The development could provide ecologists with a valuable tool which would reduce the amount of necessary fieldwork and invasive procedures such as catching, ringing or tagging birds, the research team said.
In the developmental study, researchers from institutes in France, Germany, Portugal and South Africa collected thousands of labelled images of birds and used the data to train and test AI models in what is believed to be the first successful attempts to do this with birds.
The researchers trained the AI models to recognise images of individual birds in wild populations of great tits and sociable weavers, as well as a captive population of zebra finches - some of the most commonly studied birds in behavioural ecology.
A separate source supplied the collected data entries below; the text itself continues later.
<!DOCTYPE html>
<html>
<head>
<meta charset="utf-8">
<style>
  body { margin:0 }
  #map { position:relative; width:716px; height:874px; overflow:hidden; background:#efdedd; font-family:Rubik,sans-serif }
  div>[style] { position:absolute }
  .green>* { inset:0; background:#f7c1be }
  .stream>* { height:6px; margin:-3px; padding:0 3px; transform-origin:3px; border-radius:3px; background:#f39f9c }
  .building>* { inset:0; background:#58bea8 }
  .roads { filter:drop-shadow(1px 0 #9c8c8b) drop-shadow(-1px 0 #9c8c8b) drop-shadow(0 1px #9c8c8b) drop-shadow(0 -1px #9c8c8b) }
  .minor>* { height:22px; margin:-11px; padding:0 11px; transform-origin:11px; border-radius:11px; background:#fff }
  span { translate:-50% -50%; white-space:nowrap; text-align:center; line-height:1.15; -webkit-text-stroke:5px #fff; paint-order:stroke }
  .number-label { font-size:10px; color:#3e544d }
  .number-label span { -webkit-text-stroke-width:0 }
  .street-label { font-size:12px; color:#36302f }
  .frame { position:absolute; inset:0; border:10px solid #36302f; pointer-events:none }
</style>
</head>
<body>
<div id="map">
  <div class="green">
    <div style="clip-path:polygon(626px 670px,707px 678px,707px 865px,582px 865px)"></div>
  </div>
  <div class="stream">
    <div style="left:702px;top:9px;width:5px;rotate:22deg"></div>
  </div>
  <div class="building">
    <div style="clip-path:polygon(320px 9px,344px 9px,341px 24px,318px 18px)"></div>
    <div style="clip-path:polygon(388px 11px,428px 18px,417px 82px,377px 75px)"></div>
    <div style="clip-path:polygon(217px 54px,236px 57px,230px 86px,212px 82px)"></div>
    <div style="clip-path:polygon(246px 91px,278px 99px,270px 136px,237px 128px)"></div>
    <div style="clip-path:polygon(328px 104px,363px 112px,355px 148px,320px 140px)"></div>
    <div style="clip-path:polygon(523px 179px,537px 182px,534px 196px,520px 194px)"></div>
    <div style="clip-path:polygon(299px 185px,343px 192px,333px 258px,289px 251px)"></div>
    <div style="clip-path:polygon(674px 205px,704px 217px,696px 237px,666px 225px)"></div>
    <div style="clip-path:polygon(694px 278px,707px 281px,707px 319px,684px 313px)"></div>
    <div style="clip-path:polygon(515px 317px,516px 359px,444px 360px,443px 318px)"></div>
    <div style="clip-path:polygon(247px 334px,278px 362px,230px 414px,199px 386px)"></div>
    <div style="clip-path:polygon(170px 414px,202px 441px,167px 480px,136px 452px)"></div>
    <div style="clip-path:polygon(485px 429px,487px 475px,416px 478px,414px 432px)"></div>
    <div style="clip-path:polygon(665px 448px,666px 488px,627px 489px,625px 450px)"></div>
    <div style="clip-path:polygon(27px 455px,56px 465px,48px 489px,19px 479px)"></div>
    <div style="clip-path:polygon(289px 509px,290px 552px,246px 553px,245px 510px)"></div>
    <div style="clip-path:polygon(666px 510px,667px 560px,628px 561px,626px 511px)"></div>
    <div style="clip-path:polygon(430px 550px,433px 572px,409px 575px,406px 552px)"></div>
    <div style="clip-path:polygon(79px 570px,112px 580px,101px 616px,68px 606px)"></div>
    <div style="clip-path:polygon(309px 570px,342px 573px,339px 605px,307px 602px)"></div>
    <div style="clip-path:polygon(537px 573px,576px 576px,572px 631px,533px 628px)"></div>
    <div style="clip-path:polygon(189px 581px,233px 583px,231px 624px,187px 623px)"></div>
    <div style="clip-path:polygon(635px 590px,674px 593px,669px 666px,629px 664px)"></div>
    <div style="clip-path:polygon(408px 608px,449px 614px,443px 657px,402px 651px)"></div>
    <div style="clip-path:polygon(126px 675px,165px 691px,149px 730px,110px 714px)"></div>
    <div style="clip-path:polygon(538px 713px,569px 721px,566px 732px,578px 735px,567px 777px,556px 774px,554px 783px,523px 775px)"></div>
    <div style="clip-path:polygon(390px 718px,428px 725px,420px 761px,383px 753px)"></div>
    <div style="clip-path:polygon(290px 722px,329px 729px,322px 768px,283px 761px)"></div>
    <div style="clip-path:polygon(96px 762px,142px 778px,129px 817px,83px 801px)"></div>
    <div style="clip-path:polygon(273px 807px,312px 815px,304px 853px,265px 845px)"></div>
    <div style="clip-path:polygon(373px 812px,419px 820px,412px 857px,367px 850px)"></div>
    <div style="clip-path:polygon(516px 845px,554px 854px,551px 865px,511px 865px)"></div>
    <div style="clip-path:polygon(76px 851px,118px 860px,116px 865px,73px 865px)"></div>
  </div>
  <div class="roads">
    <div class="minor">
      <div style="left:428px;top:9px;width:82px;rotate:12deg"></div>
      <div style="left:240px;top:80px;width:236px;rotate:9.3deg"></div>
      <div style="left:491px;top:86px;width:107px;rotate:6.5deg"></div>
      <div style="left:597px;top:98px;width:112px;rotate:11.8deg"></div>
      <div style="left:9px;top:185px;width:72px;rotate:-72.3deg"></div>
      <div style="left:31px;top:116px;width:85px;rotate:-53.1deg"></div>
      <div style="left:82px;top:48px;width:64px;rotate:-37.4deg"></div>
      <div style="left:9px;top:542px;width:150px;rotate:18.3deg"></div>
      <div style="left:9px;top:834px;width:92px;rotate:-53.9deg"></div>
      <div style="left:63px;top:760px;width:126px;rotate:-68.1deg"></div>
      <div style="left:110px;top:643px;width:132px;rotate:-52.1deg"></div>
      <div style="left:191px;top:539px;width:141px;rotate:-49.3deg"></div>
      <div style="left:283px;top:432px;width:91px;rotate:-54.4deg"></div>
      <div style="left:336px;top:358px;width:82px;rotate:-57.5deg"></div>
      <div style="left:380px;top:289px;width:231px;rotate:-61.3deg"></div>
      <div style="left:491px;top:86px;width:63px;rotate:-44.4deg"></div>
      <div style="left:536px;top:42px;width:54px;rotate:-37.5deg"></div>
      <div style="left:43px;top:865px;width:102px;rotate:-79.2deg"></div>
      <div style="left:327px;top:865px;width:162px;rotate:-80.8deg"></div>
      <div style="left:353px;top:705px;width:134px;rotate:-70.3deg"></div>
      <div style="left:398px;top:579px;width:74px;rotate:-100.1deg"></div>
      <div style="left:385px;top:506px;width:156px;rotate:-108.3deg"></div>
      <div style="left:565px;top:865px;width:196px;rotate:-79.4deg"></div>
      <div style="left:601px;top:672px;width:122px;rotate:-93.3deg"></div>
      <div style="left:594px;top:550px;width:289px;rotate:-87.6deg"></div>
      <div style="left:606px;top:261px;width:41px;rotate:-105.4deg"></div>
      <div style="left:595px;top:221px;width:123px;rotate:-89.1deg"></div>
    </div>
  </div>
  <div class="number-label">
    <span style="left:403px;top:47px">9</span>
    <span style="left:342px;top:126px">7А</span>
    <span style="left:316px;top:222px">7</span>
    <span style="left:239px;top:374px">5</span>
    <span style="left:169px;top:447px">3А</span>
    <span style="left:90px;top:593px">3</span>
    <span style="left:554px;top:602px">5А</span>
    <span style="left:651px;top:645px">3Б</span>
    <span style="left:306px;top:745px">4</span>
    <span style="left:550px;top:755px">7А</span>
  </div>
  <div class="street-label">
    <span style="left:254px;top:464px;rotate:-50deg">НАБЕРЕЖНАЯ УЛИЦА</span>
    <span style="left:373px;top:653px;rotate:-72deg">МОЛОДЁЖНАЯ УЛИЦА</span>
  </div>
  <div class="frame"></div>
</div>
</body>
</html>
After training, the AI models were tested with images of the individuals they had not seen before and had an accuracy of over 90 per cent for the wild species and 87 per cent for the captive zebra finches.
“We show that computers can consistently recognise dozens of individual birds, even though we cannot ourselves tell these individuals apart. In doing so, our study provides the means of overcoming one of the greatest limitations in the study of wild birds - reliably recognising individuals,” said Dr André Ferreira from the Centre for Functional and Evolutionary Ecology (CEFE) in France, the lead author of the study.
Currently, individually identifying animals is one of the most expensive and time-consuming factors which can limit the scope of behaviours and sizes of the populations that researchers can study.
“Current identification methods like attaching colour bands to birds' legs can also be stressful to the animals,” the scientists said.
“The development of methods for automatic, non-invasive identification of animals completely unmarked and unmanipulated by researchers represents a major breakthrough in this research field,” said Dr Ferreira.
“Ultimately, there is plenty of room to find new applications for this system and answer questions that seemed unreachable in the past.”
The researchers noted that human facial recognition systems have long been accurate, but they said it was because the companies such as Facebook have access to millions of pictures of different people that are voluntarily tagged by users.
However, similarly acquiring labelled photographs of animals is difficult and has created a bottleneck in research.
To overcome this challenge, the team built specially-made bird feeders with camera traps and sensors.
Most birds in the study populations carried a passive integrated transponder (PIT) tag, similar to the microchips implanted in pet cats and dogs. Antennae on the bird feeders were able to read the identity of the bird from these tags and trigger the cameras.
This allowed the creation of the datasets needed for the AI to learn the differences between individual birds.
Distinguishing individual animals from one another is important for the long-term monitoring of populations and protecting species from pressures such as climate change.
While some species such as leopards have distinct patterns that allow humans to recognise them by eye, most species require additional visual identifiers, such as colour bands attached to birds' legs, for us to tell them apart.
“Even then, methods like this are extremely time consuming and error prone,” the research team said.
The authors warned that the AI model is only able to re-identify individuals it has been shown before, and said issues such as colouration changes due to moulting could impact the accuracy of the system - though further study is required.
“The model is able to identify birds from new pictures as long as the birds in those pictures are previously known to the models. This means that if new birds join the study population the computer will not be able to identify them.” said Dr André Ferreira.
The authors said the limitations can be overcome with large enough datasets containing thousands of images of thousands of individuals over long periods of time, which they are currently trying to collect.
The research is published in the British Ecological Society journal Methods in Ecology and Evolution.